## THE RECORDS
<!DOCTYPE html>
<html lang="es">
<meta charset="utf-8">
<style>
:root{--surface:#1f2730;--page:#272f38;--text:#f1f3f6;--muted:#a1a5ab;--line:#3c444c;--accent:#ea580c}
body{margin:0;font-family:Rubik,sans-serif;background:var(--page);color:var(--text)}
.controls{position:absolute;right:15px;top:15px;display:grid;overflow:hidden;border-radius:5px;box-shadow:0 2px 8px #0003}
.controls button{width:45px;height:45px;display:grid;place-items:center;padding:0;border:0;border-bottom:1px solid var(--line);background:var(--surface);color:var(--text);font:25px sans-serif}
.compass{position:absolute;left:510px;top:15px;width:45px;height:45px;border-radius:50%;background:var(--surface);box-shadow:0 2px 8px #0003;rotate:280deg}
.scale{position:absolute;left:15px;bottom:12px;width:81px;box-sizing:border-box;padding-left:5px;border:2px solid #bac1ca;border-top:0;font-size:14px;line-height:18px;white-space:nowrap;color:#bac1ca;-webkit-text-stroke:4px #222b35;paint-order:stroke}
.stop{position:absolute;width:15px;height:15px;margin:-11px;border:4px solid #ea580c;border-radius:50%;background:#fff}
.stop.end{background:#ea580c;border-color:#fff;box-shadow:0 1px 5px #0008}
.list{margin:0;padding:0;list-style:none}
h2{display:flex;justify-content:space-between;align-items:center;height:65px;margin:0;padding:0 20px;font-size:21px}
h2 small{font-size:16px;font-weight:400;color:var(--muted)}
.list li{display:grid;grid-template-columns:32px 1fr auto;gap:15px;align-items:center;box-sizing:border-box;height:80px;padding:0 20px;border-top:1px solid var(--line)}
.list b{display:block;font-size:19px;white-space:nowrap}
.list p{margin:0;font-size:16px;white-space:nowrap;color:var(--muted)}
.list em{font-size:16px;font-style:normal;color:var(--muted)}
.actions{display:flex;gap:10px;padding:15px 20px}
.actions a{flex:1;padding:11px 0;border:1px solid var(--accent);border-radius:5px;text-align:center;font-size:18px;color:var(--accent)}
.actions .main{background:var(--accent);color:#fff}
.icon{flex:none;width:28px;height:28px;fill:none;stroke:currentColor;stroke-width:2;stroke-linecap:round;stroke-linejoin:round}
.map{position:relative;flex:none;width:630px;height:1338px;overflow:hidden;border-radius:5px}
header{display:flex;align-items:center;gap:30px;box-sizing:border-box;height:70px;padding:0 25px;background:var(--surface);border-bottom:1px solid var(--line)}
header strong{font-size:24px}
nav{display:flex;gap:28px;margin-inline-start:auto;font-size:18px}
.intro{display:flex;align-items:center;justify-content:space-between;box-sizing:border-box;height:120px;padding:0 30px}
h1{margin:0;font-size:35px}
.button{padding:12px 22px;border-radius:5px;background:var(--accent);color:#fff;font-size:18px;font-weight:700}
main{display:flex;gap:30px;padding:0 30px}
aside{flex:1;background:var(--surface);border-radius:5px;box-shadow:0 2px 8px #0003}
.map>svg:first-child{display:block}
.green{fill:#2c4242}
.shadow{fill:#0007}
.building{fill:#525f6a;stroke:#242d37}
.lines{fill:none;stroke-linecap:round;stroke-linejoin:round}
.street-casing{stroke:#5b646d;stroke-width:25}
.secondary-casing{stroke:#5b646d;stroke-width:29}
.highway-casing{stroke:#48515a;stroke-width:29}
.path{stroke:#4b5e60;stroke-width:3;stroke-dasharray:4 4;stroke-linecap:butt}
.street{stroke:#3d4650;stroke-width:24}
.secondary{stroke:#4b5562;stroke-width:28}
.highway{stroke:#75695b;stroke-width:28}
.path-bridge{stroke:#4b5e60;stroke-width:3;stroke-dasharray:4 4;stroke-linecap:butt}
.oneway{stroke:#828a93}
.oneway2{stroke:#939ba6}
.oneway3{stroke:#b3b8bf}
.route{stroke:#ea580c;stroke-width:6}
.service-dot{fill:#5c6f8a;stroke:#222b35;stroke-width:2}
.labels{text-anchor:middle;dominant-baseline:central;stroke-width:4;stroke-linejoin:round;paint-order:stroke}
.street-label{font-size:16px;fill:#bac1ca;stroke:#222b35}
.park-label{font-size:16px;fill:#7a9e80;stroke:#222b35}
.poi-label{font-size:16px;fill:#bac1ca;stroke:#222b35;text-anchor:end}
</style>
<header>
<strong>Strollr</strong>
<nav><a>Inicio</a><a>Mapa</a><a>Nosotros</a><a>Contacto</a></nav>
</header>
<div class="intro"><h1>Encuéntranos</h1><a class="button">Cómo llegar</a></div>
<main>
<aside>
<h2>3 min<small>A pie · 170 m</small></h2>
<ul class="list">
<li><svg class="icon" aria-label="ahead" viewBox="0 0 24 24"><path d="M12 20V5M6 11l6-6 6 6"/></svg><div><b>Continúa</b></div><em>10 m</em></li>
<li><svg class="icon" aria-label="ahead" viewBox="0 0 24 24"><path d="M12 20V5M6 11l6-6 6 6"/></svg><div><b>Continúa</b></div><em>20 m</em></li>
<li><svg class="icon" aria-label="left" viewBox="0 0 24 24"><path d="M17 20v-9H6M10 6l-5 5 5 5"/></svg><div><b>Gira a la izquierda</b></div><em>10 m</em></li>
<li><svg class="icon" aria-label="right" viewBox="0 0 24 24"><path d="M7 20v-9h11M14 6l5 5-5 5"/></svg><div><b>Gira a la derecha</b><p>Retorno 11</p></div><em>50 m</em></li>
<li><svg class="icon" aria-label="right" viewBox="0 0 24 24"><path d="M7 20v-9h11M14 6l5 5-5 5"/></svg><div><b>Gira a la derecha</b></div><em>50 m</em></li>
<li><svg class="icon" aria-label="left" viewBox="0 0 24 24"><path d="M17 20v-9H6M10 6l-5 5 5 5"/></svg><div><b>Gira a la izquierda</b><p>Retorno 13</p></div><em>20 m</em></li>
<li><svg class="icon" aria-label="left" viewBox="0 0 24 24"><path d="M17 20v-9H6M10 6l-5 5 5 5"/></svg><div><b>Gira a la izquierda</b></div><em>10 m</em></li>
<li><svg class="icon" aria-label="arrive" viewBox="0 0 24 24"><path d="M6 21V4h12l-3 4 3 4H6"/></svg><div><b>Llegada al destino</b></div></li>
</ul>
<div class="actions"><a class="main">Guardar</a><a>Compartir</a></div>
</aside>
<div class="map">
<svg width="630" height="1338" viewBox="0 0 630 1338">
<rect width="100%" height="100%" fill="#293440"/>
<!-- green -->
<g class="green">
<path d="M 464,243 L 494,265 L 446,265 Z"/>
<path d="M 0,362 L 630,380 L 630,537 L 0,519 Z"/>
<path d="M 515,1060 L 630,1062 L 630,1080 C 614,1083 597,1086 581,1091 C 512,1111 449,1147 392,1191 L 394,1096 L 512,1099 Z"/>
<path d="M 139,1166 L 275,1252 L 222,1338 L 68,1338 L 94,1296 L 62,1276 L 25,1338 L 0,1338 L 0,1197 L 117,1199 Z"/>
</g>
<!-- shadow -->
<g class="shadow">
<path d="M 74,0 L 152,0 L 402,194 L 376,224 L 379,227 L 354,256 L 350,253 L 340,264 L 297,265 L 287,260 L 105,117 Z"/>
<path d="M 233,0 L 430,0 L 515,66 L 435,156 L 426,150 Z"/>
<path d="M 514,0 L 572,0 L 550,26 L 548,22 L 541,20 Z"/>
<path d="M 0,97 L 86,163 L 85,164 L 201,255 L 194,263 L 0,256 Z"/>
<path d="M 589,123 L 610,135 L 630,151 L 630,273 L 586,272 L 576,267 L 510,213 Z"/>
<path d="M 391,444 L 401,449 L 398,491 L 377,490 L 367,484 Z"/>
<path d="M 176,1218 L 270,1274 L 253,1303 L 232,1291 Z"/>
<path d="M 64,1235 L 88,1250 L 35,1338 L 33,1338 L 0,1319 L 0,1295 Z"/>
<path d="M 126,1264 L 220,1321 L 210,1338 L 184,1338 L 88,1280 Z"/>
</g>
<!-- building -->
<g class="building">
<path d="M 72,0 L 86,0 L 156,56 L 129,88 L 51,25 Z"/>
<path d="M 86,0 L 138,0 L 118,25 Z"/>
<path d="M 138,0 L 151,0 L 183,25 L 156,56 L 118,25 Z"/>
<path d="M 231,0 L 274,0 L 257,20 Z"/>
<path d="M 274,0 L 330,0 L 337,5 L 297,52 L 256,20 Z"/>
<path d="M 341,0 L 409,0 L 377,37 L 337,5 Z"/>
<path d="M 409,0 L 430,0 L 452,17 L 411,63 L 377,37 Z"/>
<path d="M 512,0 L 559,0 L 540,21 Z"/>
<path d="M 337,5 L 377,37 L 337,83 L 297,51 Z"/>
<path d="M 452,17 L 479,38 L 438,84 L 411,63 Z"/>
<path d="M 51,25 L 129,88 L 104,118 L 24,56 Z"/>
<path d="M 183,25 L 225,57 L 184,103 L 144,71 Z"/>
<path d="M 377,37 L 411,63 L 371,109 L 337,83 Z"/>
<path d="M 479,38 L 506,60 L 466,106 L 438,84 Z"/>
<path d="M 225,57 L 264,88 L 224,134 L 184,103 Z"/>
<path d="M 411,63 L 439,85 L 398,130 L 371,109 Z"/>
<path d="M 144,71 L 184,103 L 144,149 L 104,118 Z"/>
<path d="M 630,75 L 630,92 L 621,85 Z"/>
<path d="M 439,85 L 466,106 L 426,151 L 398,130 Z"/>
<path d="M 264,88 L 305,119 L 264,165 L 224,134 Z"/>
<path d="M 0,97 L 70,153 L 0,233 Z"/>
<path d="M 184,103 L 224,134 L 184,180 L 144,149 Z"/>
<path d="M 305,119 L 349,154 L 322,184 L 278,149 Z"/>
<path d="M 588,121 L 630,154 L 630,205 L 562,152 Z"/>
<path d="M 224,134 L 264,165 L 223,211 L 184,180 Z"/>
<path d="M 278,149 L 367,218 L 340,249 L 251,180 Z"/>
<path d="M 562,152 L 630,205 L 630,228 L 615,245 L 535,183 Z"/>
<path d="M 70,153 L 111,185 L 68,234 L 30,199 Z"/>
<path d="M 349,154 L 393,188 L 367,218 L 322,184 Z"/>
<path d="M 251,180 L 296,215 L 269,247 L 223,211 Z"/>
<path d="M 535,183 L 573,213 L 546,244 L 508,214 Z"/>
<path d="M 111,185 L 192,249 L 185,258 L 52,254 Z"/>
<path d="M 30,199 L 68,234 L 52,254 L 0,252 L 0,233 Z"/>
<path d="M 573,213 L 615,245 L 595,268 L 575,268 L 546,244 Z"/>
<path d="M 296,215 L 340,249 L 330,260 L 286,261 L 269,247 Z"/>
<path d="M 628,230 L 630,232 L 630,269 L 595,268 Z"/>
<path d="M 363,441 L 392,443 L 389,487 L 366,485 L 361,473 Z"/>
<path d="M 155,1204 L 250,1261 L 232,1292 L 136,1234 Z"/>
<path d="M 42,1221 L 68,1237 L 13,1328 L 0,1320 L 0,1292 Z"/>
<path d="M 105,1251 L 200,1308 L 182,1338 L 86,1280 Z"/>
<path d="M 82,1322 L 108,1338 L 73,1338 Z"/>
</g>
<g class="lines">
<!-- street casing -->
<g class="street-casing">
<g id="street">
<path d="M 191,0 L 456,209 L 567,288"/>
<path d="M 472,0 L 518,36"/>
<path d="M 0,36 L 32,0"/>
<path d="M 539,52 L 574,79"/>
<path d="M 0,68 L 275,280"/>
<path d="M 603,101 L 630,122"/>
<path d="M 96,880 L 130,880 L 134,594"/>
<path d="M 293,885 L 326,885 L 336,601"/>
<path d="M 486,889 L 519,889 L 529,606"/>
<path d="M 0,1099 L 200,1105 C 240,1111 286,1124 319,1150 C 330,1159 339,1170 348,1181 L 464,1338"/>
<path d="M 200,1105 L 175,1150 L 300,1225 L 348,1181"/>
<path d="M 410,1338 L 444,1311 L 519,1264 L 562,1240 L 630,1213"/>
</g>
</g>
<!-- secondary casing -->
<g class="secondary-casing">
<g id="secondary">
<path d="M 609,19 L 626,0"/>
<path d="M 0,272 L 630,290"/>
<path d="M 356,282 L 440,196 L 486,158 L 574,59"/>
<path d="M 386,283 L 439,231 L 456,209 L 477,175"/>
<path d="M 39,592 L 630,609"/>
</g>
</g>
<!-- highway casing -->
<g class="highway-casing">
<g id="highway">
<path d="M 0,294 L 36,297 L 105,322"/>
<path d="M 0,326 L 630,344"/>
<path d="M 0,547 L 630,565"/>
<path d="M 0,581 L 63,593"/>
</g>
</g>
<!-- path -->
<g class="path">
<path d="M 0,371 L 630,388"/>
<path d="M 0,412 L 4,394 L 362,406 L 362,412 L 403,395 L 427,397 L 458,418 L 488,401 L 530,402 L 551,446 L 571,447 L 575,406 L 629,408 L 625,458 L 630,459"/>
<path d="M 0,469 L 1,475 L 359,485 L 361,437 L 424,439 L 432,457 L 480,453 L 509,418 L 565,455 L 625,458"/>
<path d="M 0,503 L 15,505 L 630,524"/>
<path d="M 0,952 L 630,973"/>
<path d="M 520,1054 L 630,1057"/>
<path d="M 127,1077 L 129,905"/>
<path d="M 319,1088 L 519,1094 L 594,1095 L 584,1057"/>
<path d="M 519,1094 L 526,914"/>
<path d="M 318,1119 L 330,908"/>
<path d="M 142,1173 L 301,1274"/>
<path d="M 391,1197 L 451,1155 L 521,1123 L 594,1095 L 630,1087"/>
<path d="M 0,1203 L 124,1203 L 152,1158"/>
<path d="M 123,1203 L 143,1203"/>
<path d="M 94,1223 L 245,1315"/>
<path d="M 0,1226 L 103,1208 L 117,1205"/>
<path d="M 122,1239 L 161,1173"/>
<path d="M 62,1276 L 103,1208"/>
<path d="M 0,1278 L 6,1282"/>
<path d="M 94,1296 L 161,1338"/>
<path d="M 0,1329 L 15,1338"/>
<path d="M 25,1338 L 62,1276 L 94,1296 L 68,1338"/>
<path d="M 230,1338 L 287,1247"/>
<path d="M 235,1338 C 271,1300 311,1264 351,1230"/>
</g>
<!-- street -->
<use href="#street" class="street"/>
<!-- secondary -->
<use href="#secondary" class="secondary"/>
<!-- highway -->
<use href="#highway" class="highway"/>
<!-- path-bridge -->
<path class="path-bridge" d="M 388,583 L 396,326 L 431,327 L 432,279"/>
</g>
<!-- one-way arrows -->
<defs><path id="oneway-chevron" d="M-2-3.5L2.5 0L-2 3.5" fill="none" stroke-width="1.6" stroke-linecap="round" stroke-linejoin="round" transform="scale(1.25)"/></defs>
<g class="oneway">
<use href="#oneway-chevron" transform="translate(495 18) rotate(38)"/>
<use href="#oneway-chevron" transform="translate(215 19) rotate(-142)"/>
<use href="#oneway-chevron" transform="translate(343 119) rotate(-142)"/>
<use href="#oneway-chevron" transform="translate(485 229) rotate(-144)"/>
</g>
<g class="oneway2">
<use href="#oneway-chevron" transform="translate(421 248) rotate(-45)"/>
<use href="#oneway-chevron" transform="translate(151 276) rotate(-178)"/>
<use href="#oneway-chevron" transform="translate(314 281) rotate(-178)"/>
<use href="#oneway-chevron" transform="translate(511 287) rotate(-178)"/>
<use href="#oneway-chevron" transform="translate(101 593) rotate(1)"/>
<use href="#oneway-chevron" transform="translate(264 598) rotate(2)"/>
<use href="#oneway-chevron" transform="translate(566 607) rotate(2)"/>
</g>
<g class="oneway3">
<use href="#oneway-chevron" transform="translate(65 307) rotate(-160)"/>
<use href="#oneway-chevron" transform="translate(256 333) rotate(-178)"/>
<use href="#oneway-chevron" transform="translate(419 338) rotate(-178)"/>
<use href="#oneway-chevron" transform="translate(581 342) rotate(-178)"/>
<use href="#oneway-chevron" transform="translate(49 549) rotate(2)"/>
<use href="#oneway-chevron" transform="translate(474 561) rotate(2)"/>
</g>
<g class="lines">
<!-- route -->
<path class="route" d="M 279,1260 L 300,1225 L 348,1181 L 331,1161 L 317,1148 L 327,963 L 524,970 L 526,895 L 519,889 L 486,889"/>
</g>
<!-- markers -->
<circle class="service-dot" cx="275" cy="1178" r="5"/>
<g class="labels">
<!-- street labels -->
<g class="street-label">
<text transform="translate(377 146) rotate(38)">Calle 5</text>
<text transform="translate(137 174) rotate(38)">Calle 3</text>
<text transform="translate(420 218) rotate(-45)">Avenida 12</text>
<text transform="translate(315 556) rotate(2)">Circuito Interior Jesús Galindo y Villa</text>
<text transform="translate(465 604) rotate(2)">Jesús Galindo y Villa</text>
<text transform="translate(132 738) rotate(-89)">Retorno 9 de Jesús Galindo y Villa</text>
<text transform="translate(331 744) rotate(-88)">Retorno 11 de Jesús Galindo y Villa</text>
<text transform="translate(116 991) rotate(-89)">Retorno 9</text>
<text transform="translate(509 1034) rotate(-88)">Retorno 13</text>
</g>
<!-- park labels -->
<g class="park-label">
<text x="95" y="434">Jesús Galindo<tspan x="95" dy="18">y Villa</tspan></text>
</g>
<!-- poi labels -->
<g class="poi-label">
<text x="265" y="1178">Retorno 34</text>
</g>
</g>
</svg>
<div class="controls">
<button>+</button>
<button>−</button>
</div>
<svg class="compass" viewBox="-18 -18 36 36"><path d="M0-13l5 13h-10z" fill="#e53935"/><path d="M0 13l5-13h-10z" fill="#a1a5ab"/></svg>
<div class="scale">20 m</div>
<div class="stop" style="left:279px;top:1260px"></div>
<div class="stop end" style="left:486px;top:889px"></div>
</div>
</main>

## PROBLEM DESCRIPTION
Only lines with the word "sans" count here; copy every one from the records.

## RESPONSE TO THE TASK
body{margin:0;font-family:Rubik,sans-serif;background:var(--page);color:var(--text)}
.controls button{width:45px;height:45px;display:grid;place-items:center;padding:0;border:0;border-bottom:1px solid var(--line);background:var(--surface);color:var(--text);font:25px sans-serif}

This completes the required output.